**Problem to solve:** Please return every line of the records that contains the word "nowrap".

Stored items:
....

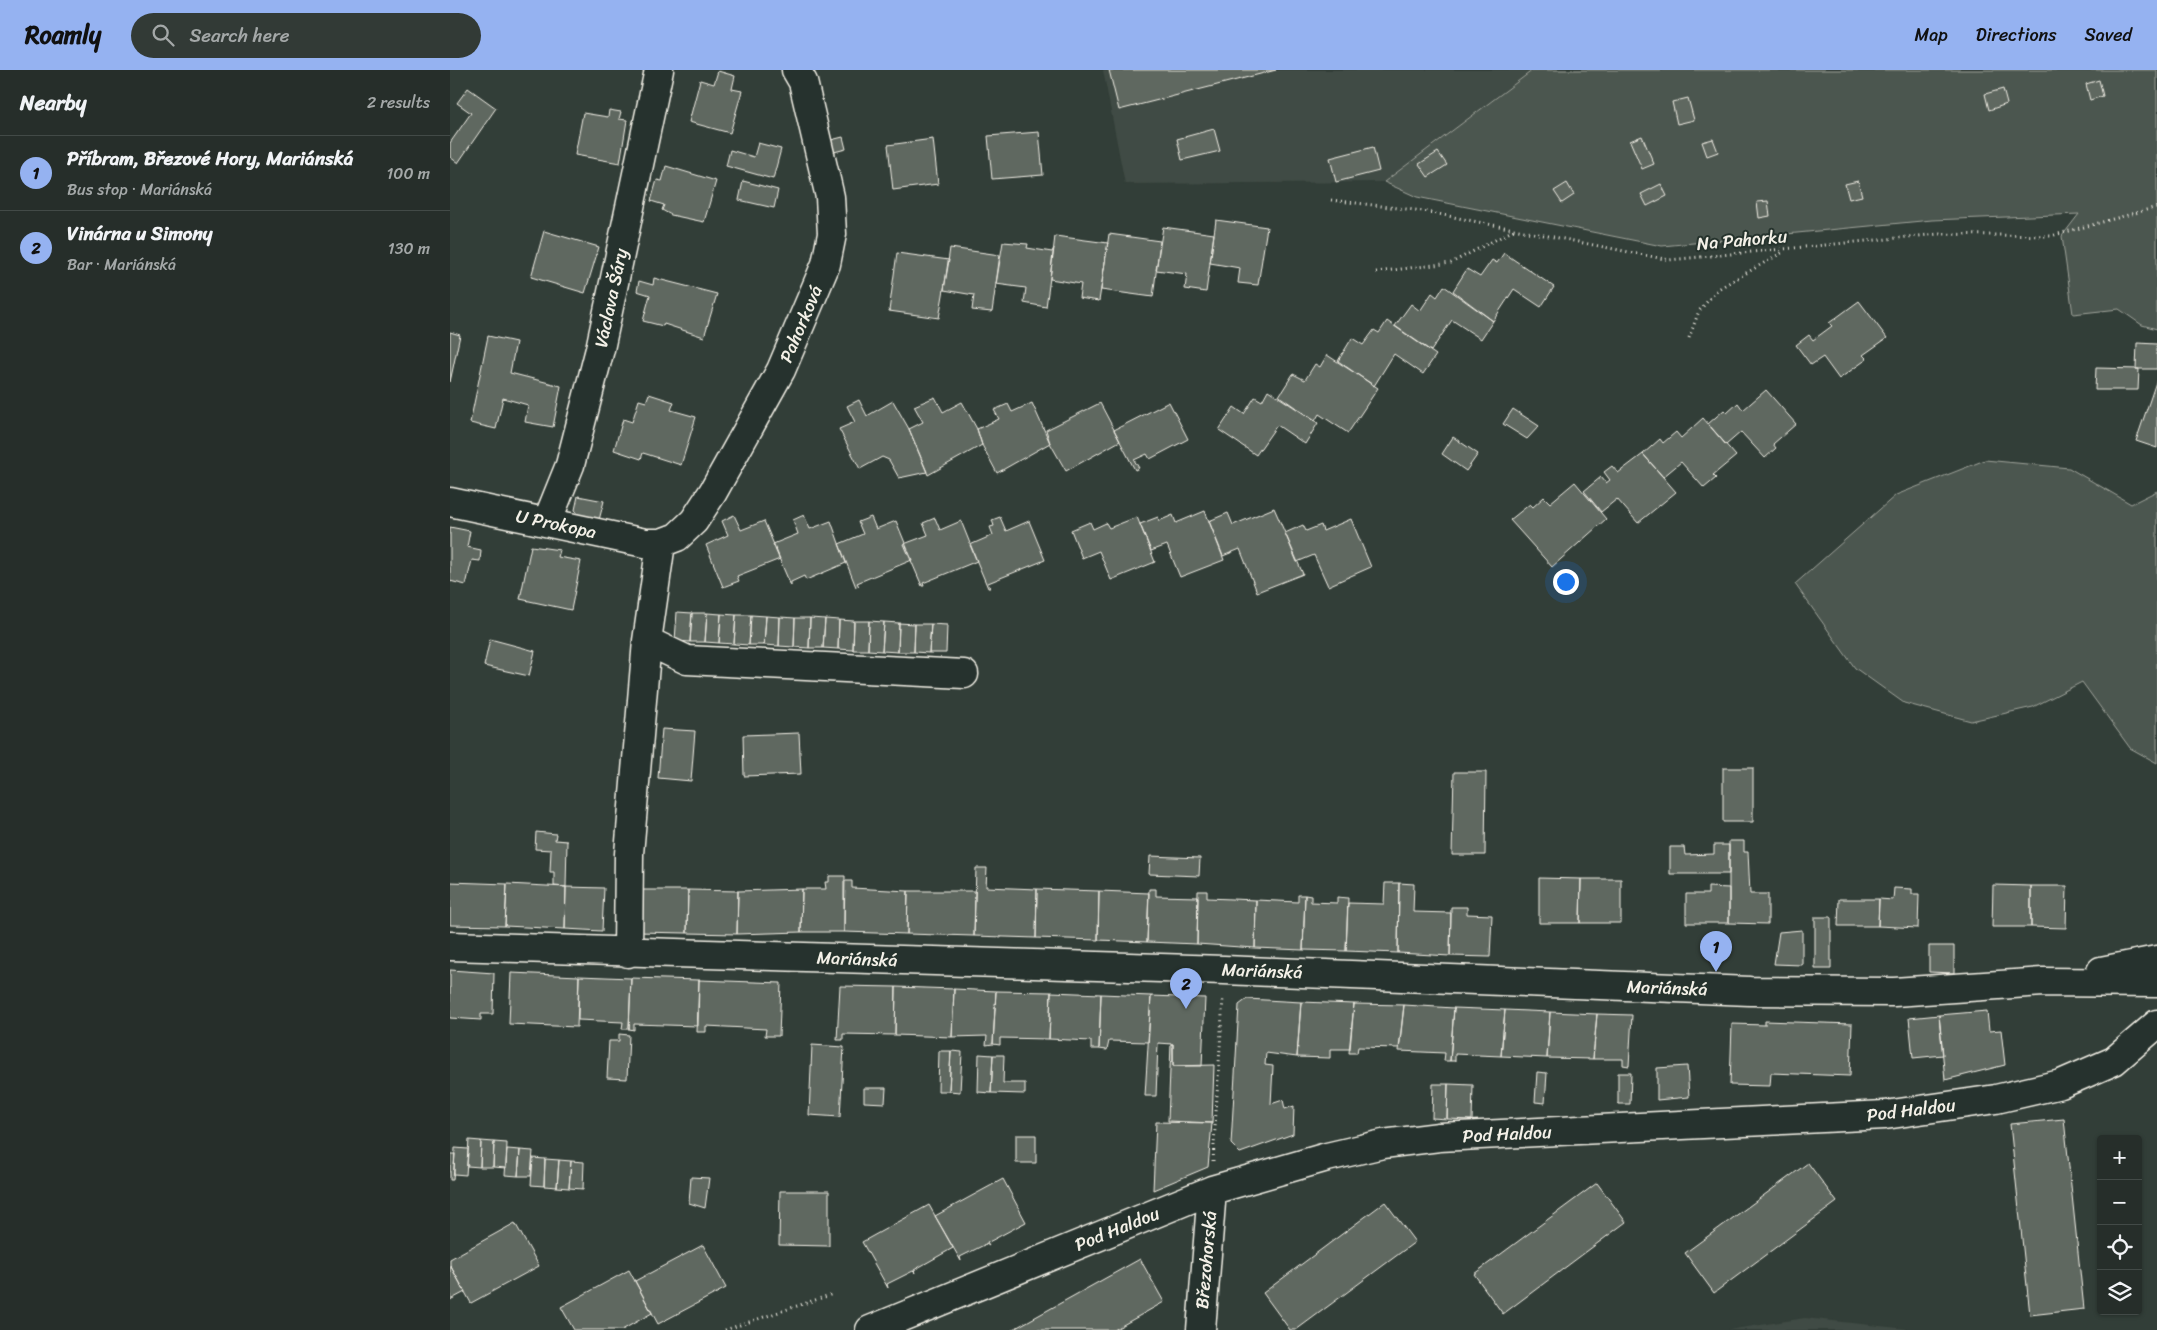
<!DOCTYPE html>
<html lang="en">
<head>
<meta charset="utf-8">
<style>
  :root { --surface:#262e2a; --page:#323a36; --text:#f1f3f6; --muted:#a4a8a8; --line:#424a47; --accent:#95b2f1 }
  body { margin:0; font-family:Sriracha,sans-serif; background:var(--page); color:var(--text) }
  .controls { position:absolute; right:15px; bottom:15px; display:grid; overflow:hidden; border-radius:5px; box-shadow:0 1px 4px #0004 }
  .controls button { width:45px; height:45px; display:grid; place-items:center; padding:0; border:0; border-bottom:1px solid var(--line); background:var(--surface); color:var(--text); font:25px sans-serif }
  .you { position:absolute; left:1115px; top:511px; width:18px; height:18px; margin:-12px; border:4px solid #fff; border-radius:50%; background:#1a73e8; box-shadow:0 0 0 8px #1a73e833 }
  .badge { display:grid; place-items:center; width:32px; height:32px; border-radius:50%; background:var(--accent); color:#111; font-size:16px; font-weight:700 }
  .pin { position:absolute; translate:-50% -41px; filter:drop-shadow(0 1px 2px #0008) }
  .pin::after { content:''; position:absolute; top:26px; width:18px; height:15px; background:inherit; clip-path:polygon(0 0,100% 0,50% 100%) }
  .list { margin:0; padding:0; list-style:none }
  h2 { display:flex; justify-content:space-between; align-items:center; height:65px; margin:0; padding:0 20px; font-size:21px }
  h2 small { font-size:16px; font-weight:400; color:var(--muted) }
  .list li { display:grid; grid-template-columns:32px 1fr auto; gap:15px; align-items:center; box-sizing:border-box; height:75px; padding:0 20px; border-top:1px solid var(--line) }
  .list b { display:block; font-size:19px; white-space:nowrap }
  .list p { margin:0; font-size:16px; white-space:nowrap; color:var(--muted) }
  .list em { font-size:16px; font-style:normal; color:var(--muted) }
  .icon { flex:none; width:28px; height:28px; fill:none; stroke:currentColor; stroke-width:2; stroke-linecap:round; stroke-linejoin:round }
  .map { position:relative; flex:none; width:1707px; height:1260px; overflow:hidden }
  header { display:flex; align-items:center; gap:30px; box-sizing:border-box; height:70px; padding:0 25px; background:var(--accent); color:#111 }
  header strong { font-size:24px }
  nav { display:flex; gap:28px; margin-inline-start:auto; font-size:18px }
  .search { width:350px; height:45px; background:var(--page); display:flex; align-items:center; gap:12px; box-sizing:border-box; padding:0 18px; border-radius:28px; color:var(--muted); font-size:19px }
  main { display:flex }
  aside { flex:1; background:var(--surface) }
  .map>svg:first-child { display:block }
</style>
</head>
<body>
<header>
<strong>Roamly</strong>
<div class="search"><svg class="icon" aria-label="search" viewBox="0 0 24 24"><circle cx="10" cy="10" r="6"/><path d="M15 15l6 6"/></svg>Search here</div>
<nav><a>Map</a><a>Directions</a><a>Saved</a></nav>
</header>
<main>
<aside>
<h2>Nearby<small>2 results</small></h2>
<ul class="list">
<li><span class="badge">1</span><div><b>Příbram, Březové Hory, Mariánská</b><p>Bus stop · Mariánská</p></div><em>100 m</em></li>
<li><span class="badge">2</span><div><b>Vinárna u Simony</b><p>Bar · Mariánská</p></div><em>130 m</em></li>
</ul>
</aside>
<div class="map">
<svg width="1707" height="1260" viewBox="0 0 1707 1260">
  <rect width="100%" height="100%" fill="#323e38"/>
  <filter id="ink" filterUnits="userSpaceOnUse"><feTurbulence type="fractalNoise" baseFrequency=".02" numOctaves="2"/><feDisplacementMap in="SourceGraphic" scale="10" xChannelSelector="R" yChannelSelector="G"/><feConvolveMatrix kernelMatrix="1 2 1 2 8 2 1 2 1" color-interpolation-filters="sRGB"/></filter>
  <g filter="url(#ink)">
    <path fill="#404b44" d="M653,0h430l-149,112 -259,2z
      M1355,1248l112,12h-189z"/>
    <path fill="#4c564f" stroke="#a0a49c" d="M1083,0h624v259l-15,-4 -23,-16 -46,5 -11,-78 17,-22 -147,6 -270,26 -245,-49 -33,-15z
      M1535,390l84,8 62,36 26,-13v272l-27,-15 -48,-66 -49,25 -62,14 -67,-18 -49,-35 -60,-84 101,-89z"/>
    <path fill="#5f6861" stroke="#f4f1e8" d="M659,0h167l-157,40z
      M268,1l17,5 -3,13 10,2 -12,42 -41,-11 11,-42 14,4z
      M1649,10l4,16 -13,4 -4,-16z
      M18,18l28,20 -38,55 -8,-6v-14l21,-30 -14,-10z
      M1553,19l4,15 -18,6 -4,-16z
      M1238,28l6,22 -17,4 -5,-22z
      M159,40l12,2 -2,7 8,1 -7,43 -45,-8 8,-42 25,4z
      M764,59l6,22 -38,9 -5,-21z
      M589,62l4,43 -51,4 -4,-43z
      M1192,66l12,28 -12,5 -12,-28z
      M393,67l3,12 -12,3 -3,-12z
      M483,69l5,45 -45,6 -5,-45z
      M1263,69l5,13 -11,4 -5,-14z
      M308,73l23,6 -8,30 -47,-13 4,-16 24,7z
      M923,77l6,24 -43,11 -6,-24z
      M988,82l9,13 -19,12 -9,-13z
      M216,96l50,15 -12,41 -33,-7 -9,-5 2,-5 -13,-4 6,-21 5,1z
      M293,111l35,9 -4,18 -35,-8z
      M1408,111l4,15 -13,3 -4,-15z
      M1117,113l7,12 -12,8 -8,-12z
      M1211,114l6,12 -20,10 -6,-12z
      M1318,131l2,15 -11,2 -2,-16z
      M766,150l51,7 -9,58 -20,-2 2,-15 -30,-5z
      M713,157l51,7 -8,58 -21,-3 2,-15 -31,-4z
      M94,161l55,16 -14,46 -54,-16z
      M659,164l51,7 -7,56 -52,-7z
      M605,166l53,7 -9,58 -20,-3 2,-14 -31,-5z
      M553,172l25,2 -1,4 25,4 2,-4 -8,59 -22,-4 2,-15 -30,-4z
      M500,178l50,7 -8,57 -20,-2 2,-15 -30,-5z
      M447,183l52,7 -10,58 -50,-7z
      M1054,183l50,34 -13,20 -27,-18 -21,32 -40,-30 14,-22 13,8 12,-17 5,3z
      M204,208l63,16 -13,43 -40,-13 -1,2 -20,-5 7,-26 -13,-4 2,-10 14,4z
      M994,216l49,35 -12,18 -29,-19 -21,31 -36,-25 16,-22 9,7 12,-18 5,4z
      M1409,231l28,37 -24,17 4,4 -28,20 -16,-22 -12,8 -15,-20 13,-10 4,5 19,-14 -3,-3z
      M937,251l49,34 -13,19 -29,-20 -20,32 -36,-25 14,-23 11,7 11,-15 5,3z
      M0,262l10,3 -10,47z
      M38,266l28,6 -6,31 51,13 -8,41 -28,-5 3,-17 -25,-7 -7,31 -26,-6z
      M1687,273l20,1v25h-21z
      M877,285l51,33 -30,45 -29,-19 -4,7 -36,-25 14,-22 12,6 10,-16 5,3z
      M1646,298l43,1 -1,21h-43z
      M1707,309v69l-21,-7z
      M818,320l50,33 -13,21 -28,-19 -21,30 -37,-25 15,-23 10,7 11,-17 7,4z
      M1316,320l30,34 -23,20 3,4 -11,10 -24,-26 -15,13 -18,-21 16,-14 3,3 11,-10 5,7z
      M199,324l25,8 -3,8 25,7 -15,48 -38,-12 -2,6 -27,-9 9,-31 9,3 7,-22 7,2z
      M485,327l8,15 19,-10 15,27 5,16 -54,30 -19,-46 14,-7 -9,-16z
      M409,330l8,16 26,-15 16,28 18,43 -28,6 -10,-18 -7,-3 -22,12 -21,-40 16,-7 -8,-16z
      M719,332l19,37 -38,20 -3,-5 -13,6 5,8 -4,2 -21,-40z
      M582,333l18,40 -53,30 -15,-28 -5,-16 22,-10 -5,-9 14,-6 4,8z
      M650,333l20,38 -54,30 -16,-28 -4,-13z
      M1063,339l26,17 -12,13 -24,-15z
      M1253,348l33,38 -23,19 3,3 -12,10 -23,-26 -18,15 -20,-23 17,-15 3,4 13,-11 5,6z
      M1003,367l25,17 -12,17 -24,-17z
      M1193,384l33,38 -38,31 -21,-24 -16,13 -17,-21 17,-14 5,6 4,-3 -6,-8 8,-6 6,7z
      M1125,412l31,37 -54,48 -42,-47 20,-16 3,3 11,-10 6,6z
      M128,426l26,5 -5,19 -18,-3 -6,-7z
      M824,438l29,66 -46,18 -17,-43 -17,7 -14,-35 19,-8 5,12z
      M755,441l19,49 -44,17 -13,-32 -16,6 -11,-27 18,-7 1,4 14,-6 3,8z
      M284,445l7,15 23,-9 16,38 -43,17 2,5 -16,6 -17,-42 22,-10 -6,-14z
      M354,445l6,14 21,-8 15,42 -40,17 -2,-4 -13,6v4l-18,-42 25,-10 -5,-14z
      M421,447l5,12 20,-8 16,39 -55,23 2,3 -3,1 -17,-43 24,-10 -5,-12z
      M550,447l6,14 23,-10 16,39 -57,23 2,5h-2l-18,-43 23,-10 -3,-8 4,-1 -2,-6z
      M687,447l18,45 -44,18 -12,-29 -17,7 -11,-28 19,-8 3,7 13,-6 3,5z
      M485,448l5,12 21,-9 16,40 -54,22 1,3h-2l-18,-42 24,-9 -5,-12z
      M901,449l20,48 -43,19 -14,-31 -17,7 -12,-29 18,-8 3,6 15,-6 2,6z
      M0,457l20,4 -3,16 14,3 -1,11 -8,-1 -6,25 -16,-4z
      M81,476l29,4 -2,7 23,4 -10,49 -51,-11z
      M227,542l15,1 -2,29 -15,-1z
      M242,543h15l-2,29h-15z
      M257,543l14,1 -2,29 -14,-1z
      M271,544l15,1 -2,29 -15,-1z
      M286,545h15l-2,30 -15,-1z
      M301,545l15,1 -2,29h-15z
      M316,546l14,1 -1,29 -15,-1z
      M330,547l15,1 -1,29 -15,-1z
      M345,548h15l-1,30 -15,-1z
      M360,548l15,1 -2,29h-14z
      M375,549l14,1 -1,29 -15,-1z
      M389,550l15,1 -1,29 -15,-1z
      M404,551h15l-1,29h-15z
      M419,551l15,1 -2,29 -14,-1z
      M434,552l15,1 -1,29 -16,-1z
      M449,553l16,1 -1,28h-16z
      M465,554h16l-2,29 -15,-1z
      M481,554l16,1 -1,28h-17z
      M40,569l45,12 -6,25 -45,-10z
      M212,659l33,2 -4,50 -33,-3z
      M349,663l2,41 -57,2 -1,-41z
      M1273,698h30v54h-30z
      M1004,702h32l-1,83h-33z
      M86,762l20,2 -1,6 12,1 -1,46 -12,-1v-14h-4l1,-22 -16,-1z
      M1279,771h15v11h4l2,42h18v30l-39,-1z
      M1264,775h15v29h-59v-27h14l1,8 29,-1z
      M700,786l50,2 -1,18 -50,-2z
      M526,798h11l-1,19 51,2 -1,49 -62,-2z
      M379,806h16l-1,56h-43l1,-43h24l-1,-7h4z
      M1089,808l42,1 -1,44h-41z
      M1131,809h40v44h-41z
      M394,811h8v7l56,3 -1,43 -63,-2z
      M0,812l57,2 -2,42 -55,-1z
      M935,813h14l-1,70 -52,-2 2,-48 36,1z
      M949,813l15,1 -1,28 38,1 -1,43 -52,-3z
      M57,814l59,3 -1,42 -60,-3z
      M1543,815l38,1v41h-39z
      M1581,816h36l-1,42 -35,-1z
      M116,817l38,1 -2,43 -37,-2z
      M1258,817l21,1v35h-43v-29h22z
      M1444,818l18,1v5h7l-1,34 -40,-2 1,-27 14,1z
      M352,819l-1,43 -64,2 1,-43z
      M587,819l62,2 -1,49 -62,-2z
      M699,819h7v7l42,1 -1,47 -50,-2z
      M188,820h50l-1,43 -50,-1z
      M238,820l50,1 -1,43 -50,-1z
      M458,821h67l-1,45 -67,-2z
      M649,821l50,2 -2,49 -49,-2z
      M748,821h9v7l49,2 -1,48 -58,-4z
      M848,825h7l-2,55 -48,-2 1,-48 42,2z
      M855,825l6,1v6l26,1v-6l11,1 -2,53 -43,-1z
      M1389,829h40l-1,27h-40z
      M1001,837h16v7l25,1 -2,42 -40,-1z
      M1365,847h16v52h-16z
      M1352,860v35l-28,-1 5,-32z
      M1479,876h25v27l-25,-1z
      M0,900l44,3 -1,41h-12v6l-31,-2z
      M61,903l68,3 -2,51 -68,-3z
      M129,906l52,2 -2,51h-7l1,-7 -45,-2z
      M181,908l68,2 -1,46 -64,-2v6l-5,-1z
      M249,910l82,3 -2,53h-14l1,-7 -60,-3v6h-9z
      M390,916l56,1 -1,48 -52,-1v6h-6z
      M446,917l58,2 -2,48 -57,-2z
      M504,919l42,2 -3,53 -7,1 1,-9 -35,1z
      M546,921l55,1 -2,47 -49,-1v7l-7,-1z
      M601,922l50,2 -2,55h-8v-8l-42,-2z
      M651,924l50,2 -3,46 -39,-1 -2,9 -8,-1z
      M701,926l54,2 -3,68h-29v-22l-15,-1 -2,53h-11z
      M797,929l54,3 -4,55 -31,-4 -1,12 8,1 -2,38 12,-4 2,9 9,-3 -1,28 -53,19 -9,-9 8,-139z
      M851,932l53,2 -4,45h-20v9l-33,-1z
      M904,934l50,1 -5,43 -41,-1 -1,6h-8z
      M954,935l50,3 -4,53h-6l1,-8 -46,-2z
      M1004,938l51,2 -4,46 -46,-2v7h-5z
      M1055,940l45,2 -3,46 -46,-2z
      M1537,941l2,20 12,-1 4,35 -60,15 -6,-65z
      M1100,942l47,2 -4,45 -46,-1z
      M1147,944l35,1 -3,51 -6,-1v-6h-30z
      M1489,945l4,40 -30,3 -4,-40z
      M1315,951l87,3 -2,52 -79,-3 -1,13 -40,-1 2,-61 33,1z
      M169,964l10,1 -2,44 -20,-1 2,-37h10z
      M721,974h2v22l41,-1 -2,58 -44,-2z
      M362,975l32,2 -4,70 -31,-2z
      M489,981h12l-2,40h-11z
      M501,981l11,1 -2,40 -11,-1z
      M529,984l14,1 -2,38 -13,-1z
      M543,985h11l-1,28h22v11l-34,-1z
      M1237,996l2,31 -32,3v-32z
      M1087,1002l10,1 -2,30 -10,-1z
      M1168,1003h13l-1,31h-12z
      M983,1014h15l-1,35 -15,-1z
      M998,1014l25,1 -1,35 -25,-1z
      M414,1018h22l-1,15 -21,-1z
      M1614,1049l20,190 -54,6 -20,-191z
      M706,1052l56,1 -4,44 -55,23z
      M566,1065h20v28h-20z
      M19,1070l12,1 -1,26 -13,-1z
      M31,1071l13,1 -1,25h-13z
      M44,1072l13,1 -1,25 -13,-1z
      M5,1078l13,1 -2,26 -12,-1z
      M57,1079l13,1 -2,26 -13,-1z
      M70,1080l13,1 -2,25h-13z
      M0,1084h5l-2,26h-3z
      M83,1088l12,1 -1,27 -13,-1z
      M95,1089l14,1 -2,27 -13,-1z
      M109,1090l12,1 -2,27 -12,-1z
      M121,1091l13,1 -1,27 -14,-1z
      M1358,1093l29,39 -123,91 -29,-40z
      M241,1107l18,1 -4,30 -16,-5z
      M553,1109l23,43 -39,21 2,3 -3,-2 -26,13 1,4 -26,-45z
      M1147,1113l29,39 -123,92 -29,-40z
      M330,1121h49v55l-50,-1z
      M935,1132l30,40 -119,88h-6l-27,-37z
      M479,1135l24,43 -39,22 1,3 -2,-2 -26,13 1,4 -26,-46z
      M65,1153l24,43 -68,37 -21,-38v-6z
      M253,1175l23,43 -68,36 -23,-43z
      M690,1189l24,43 -50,28h-102z
      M0,1195l15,27 -15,8z
      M179,1200l23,43 -30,17h-48l-13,-23z"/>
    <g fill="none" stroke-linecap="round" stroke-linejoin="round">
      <g stroke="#f4f1e8" stroke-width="31">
        <path id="minor" d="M0,432l195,41h16l16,-6 17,-16 19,-29 68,-122 45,-106 6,-30 -2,-37 -27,-115 -7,-12
          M97,452l23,-57 30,-116 59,-279
          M197,571l40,19 277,14
          M0,876l774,24 526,21 144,1 149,-10 114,1
          M178,883l1,-99 18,-213 14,-98
          M1651,901l56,-11
          M420,1260l342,-140 115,-33 56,-13 56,-7 446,-22 111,-16 65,-15 53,-23 43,-37
          M751,1260l11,-140"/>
      </g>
      <path stroke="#f4f1e8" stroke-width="3" stroke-dasharray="1 4" stroke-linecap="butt" d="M881,130l92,11 246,49 270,-26 112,2 106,-29
        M926,202l75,-9 63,-33
        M1239,268l10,-27 19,-22 67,-38
        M763,1091l10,-163
        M275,1260l108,-36"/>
      <use href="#minor" stroke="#26332d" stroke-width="28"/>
    </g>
  </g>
  <g text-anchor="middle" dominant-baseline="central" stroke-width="4" stroke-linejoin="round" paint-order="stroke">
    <g font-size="18" fill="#f4f1e8" stroke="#26332d">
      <text transform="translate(1292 170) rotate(-5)">Na Pahorku</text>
      <text transform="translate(161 228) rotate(-78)">Václava Šáry</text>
      <text transform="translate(351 254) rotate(-67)">Pahorková</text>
      <text transform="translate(106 454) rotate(12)">U Prokopa</text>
      <text transform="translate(407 889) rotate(2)">Mariánská</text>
      <text transform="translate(812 901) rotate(2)">Mariánská</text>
      <text transform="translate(1217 918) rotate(2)">Mariánská</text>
      <text transform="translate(1461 1040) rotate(-7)">Pod Haldou</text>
      <text transform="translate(1057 1064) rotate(-3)">Pod Haldou</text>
      <text transform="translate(667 1159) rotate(-22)">Pod Haldou</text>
      <text transform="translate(756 1190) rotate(-85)">Březohorská</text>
    </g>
  </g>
</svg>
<div class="controls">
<button>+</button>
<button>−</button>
<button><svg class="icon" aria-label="locate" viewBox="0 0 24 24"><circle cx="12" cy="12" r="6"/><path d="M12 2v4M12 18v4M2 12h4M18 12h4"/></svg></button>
<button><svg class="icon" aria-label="layers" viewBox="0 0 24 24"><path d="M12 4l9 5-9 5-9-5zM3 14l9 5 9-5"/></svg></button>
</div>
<div class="you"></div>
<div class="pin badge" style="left:1266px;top:902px">1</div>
<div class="pin badge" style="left:736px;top:939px">2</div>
</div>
</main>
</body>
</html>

....

**Response area:**
  .list b { display:block; font-size:19px; white-space:nowrap }
  .list p { margin:0; font-size:16px; white-space:nowrap; color:var(--muted) }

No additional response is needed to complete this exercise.